Pictures are to be skipped. Retype exactly the lines from the top of the material through the one with "70% 55%),hsl(40 70%", and only those.

## EXTRACTED ENTRIES:
*****
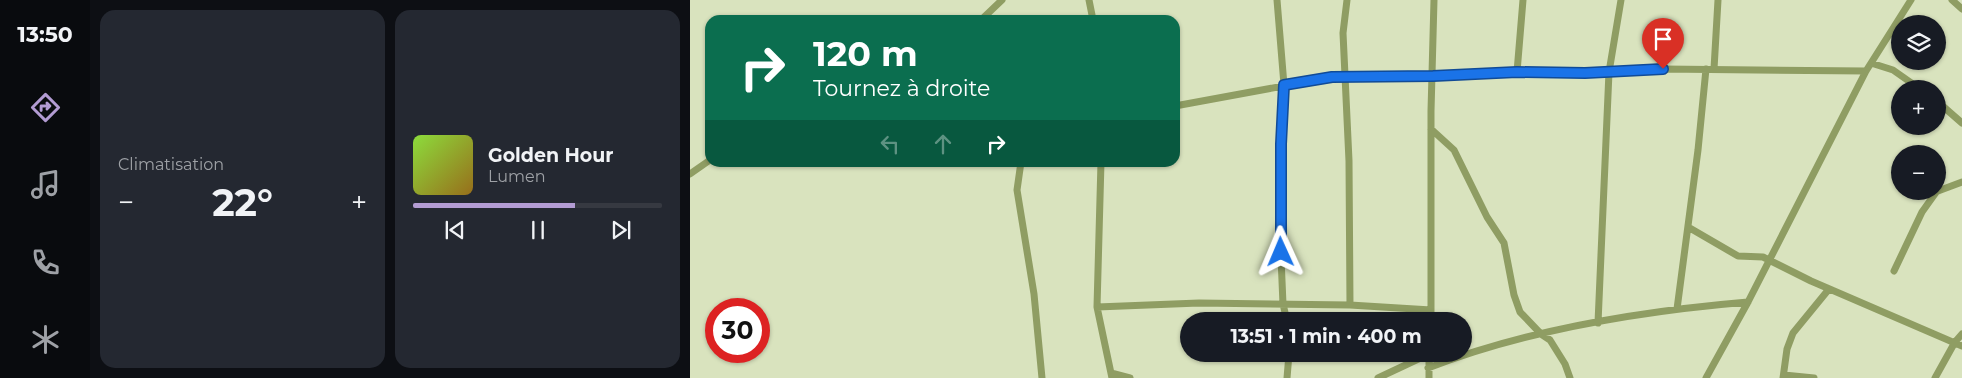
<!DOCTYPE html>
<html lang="fr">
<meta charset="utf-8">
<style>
body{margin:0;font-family:Montserrat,sans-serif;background:#242831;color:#f1f3f6;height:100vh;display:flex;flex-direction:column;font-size:19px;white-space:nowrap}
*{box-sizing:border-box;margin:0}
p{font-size:16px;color:#9ea1a6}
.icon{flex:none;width:28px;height:28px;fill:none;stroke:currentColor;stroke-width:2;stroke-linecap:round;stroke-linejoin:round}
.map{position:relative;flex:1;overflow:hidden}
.drawer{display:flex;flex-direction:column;gap:10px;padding:10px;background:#0d0f14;width:600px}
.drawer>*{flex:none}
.guide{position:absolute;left:15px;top:15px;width:475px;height:152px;border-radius:15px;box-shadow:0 1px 4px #0004;background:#0b6e4f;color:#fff;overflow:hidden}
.buttons{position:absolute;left:1201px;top:15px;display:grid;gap:10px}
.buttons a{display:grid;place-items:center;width:55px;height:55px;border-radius:50%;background:#171b24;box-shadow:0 1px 4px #0004;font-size:25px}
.speed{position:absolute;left:15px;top:298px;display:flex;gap:10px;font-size:25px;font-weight:700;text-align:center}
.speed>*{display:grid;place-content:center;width:65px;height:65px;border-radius:50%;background:#171b24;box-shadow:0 1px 4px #0004;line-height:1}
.speed .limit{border:8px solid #d22;background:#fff;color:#111}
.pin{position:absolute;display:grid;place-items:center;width:42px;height:42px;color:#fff;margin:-51px -21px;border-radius:50% 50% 50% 0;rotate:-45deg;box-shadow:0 0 5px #0007}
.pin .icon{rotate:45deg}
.me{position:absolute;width:55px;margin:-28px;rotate:359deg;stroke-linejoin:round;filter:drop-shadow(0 0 4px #0008)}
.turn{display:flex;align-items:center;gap:18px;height:105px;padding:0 25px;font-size:22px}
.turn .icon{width:65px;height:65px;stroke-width:2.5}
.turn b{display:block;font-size:35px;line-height:42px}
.lanes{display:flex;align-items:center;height:48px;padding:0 25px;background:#0003;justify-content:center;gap:25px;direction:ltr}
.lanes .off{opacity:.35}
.big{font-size:38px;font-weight:700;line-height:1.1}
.drawer .widget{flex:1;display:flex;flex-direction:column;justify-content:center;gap:8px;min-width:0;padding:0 18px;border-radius:15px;background:#242831}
.song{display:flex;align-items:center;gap:15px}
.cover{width:60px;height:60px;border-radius:8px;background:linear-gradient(135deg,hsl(90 70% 55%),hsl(40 70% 35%))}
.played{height:5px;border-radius:2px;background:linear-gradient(90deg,#b39cd3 65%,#363941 65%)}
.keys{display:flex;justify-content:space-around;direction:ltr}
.heat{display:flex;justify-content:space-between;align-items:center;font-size:28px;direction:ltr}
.drawer .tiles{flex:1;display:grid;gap:10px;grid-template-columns:repeat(2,1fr)}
.trip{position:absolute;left:490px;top:312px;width:292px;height:50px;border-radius:25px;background:#171b24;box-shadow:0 1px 4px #0004;font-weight:700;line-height:50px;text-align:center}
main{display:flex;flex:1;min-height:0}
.tabs{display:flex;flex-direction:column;width:90px;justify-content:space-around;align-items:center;background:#090b0e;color:#9ea1a6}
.tabs .icon{width:35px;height:35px}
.tabs .active{color:#b39cd3}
.tabs b{font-size:22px;color:#f1f3f6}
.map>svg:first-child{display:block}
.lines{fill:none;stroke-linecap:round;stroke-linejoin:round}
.minor{stroke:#8f9d63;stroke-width:7}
.route-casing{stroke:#114b97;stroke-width:12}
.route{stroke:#1a73e8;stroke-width:9}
</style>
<main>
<nav class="tabs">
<b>13:50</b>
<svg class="icon active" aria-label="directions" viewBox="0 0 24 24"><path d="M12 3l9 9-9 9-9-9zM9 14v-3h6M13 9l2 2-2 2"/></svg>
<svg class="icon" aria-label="music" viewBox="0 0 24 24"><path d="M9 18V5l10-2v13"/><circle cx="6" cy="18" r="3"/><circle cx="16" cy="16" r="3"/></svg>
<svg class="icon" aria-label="phone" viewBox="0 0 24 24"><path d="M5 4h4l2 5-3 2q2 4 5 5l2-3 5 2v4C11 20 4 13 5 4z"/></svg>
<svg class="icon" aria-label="climate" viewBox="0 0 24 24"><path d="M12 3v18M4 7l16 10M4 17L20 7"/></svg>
</nav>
<section class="drawer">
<div class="tiles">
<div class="widget"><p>Climatisation</p>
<div class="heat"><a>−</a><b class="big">22°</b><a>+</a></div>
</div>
<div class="widget">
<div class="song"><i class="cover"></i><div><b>Golden Hour</b><p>Lumen</p></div></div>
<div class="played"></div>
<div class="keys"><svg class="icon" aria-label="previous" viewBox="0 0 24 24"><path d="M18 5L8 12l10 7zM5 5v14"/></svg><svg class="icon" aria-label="pause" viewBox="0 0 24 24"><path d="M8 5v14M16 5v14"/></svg><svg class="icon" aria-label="next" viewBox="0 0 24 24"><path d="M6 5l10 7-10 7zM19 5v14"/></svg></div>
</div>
</div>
</section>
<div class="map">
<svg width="1272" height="378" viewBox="0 0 1272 378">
<rect width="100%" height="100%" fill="#d9e3be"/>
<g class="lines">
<!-- minor -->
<path class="minor" d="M399 0 403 20
M587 0 594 85 590 234 593 304 597 321
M657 0 653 33 659 161 660 305
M1262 0 1272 9
M291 20 312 0
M1181 63 1203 70 1230 89
M1024 69 1028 0
M827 72 833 0
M1248 102 1272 123
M485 106 642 77 743 76 827 72 895 73 973 69 1176 71
M741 129 764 150 797 217 814 243 824 295 830 312 851 334 860 340 875 364 880 378
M331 162 327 190 344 294 352 378
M411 162 407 307 422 378
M0 174 20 160
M1248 191 1272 182
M998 227 1048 256 1073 257 1121 281 1272 346
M1204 271 1232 212 1247 191
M407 307 509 303 660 305 741 310
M987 309 1008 150 1016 69
M741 321V111L744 0
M908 323 919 72 931 0
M738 368C839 329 951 311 1058 302
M421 373 440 378
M1094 375 1124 378
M597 378 599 354
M688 378 739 354
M739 378V354
M1016 378 1058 302 1176 71 1221 0
M1093 378 1097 349 1103 333 1139 289
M1245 378 1265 342 1272 334"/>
</g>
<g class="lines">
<defs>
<path id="route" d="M591 252V144L594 85 642 77 743 76 827 72 895 73 973 69"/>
</defs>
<!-- route casing -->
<use href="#route" class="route-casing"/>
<!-- route -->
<use href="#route" class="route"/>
</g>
</svg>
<div class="buttons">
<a><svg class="icon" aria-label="layers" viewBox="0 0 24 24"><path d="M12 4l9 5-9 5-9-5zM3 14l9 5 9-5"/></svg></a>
<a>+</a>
<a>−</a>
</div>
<div class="speed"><div class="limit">30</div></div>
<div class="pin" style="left:973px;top:69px;background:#d93025"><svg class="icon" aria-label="arrive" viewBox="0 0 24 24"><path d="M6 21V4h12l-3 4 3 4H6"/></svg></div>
<svg class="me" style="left:591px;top:252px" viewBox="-20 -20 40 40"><path d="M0-17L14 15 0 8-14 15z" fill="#1a73e8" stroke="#fff" stroke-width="4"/></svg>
<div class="trip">13:51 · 1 min · 400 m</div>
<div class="guide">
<div class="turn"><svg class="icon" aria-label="right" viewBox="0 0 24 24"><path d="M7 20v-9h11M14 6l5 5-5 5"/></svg><div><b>120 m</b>Tournez à droite</div></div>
<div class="lanes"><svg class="icon off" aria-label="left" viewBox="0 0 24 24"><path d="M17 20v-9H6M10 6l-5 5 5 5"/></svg><svg class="icon off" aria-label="ahead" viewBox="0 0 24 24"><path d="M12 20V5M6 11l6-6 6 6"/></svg><svg class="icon" aria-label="right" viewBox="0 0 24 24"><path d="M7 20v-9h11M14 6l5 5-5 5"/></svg></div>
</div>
</div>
</main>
*****
## ANSWER:
<!DOCTYPE html>
<html lang="fr">
<meta charset="utf-8">
<style>
body{margin:0;font-family:Montserrat,sans-serif;background:#242831;color:#f1f3f6;height:100vh;display:flex;flex-direction:column;font-size:19px;white-space:nowrap}
*{box-sizing:border-box;margin:0}
p{font-size:16px;color:#9ea1a6}
.icon{flex:none;width:28px;height:28px;fill:none;stroke:currentColor;stroke-width:2;stroke-linecap:round;stroke-linejoin:round}
.map{position:relative;flex:1;overflow:hidden}
.drawer{display:flex;flex-direction:column;gap:10px;padding:10px;background:#0d0f14;width:600px}
.drawer>*{flex:none}
.guide{position:absolute;left:15px;top:15px;width:475px;height:152px;border-radius:15px;box-shadow:0 1px 4px #0004;background:#0b6e4f;color:#fff;overflow:hidden}
.buttons{position:absolute;left:1201px;top:15px;display:grid;gap:10px}
.buttons a{display:grid;place-items:center;width:55px;height:55px;border-radius:50%;background:#171b24;box-shadow:0 1px 4px #0004;font-size:25px}
.speed{position:absolute;left:15px;top:298px;display:flex;gap:10px;font-size:25px;font-weight:700;text-align:center}
.speed>*{display:grid;place-content:center;width:65px;height:65px;border-radius:50%;background:#171b24;box-shadow:0 1px 4px #0004;line-height:1}
.speed .limit{border:8px solid #d22;background:#fff;color:#111}
.pin{position:absolute;display:grid;place-items:center;width:42px;height:42px;color:#fff;margin:-51px -21px;border-radius:50% 50% 50% 0;rotate:-45deg;box-shadow:0 0 5px #0007}
.pin .icon{rotate:45deg}
.me{position:absolute;width:55px;margin:-28px;rotate:359deg;stroke-linejoin:round;filter:drop-shadow(0 0 4px #0008)}
.turn{display:flex;align-items:center;gap:18px;height:105px;padding:0 25px;font-size:22px}
.turn .icon{width:65px;height:65px;stroke-width:2.5}
.turn b{display:block;font-size:35px;line-height:42px}
.lanes{display:flex;align-items:center;height:48px;padding:0 25px;background:#0003;justify-content:center;gap:25px;direction:ltr}
.lanes .off{opacity:.35}
.big{font-size:38px;font-weight:700;line-height:1.1}
.drawer .widget{flex:1;display:flex;flex-direction:column;justify-content:center;gap:8px;min-width:0;padding:0 18px;border-radius:15px;background:#242831}
.song{display:flex;align-items:center;gap:15px}
.cover{width:60px;height:60px;border-radius:8px;background:linear-gradient(135deg,hsl(90 70% 55%),hsl(40 70% 35%))}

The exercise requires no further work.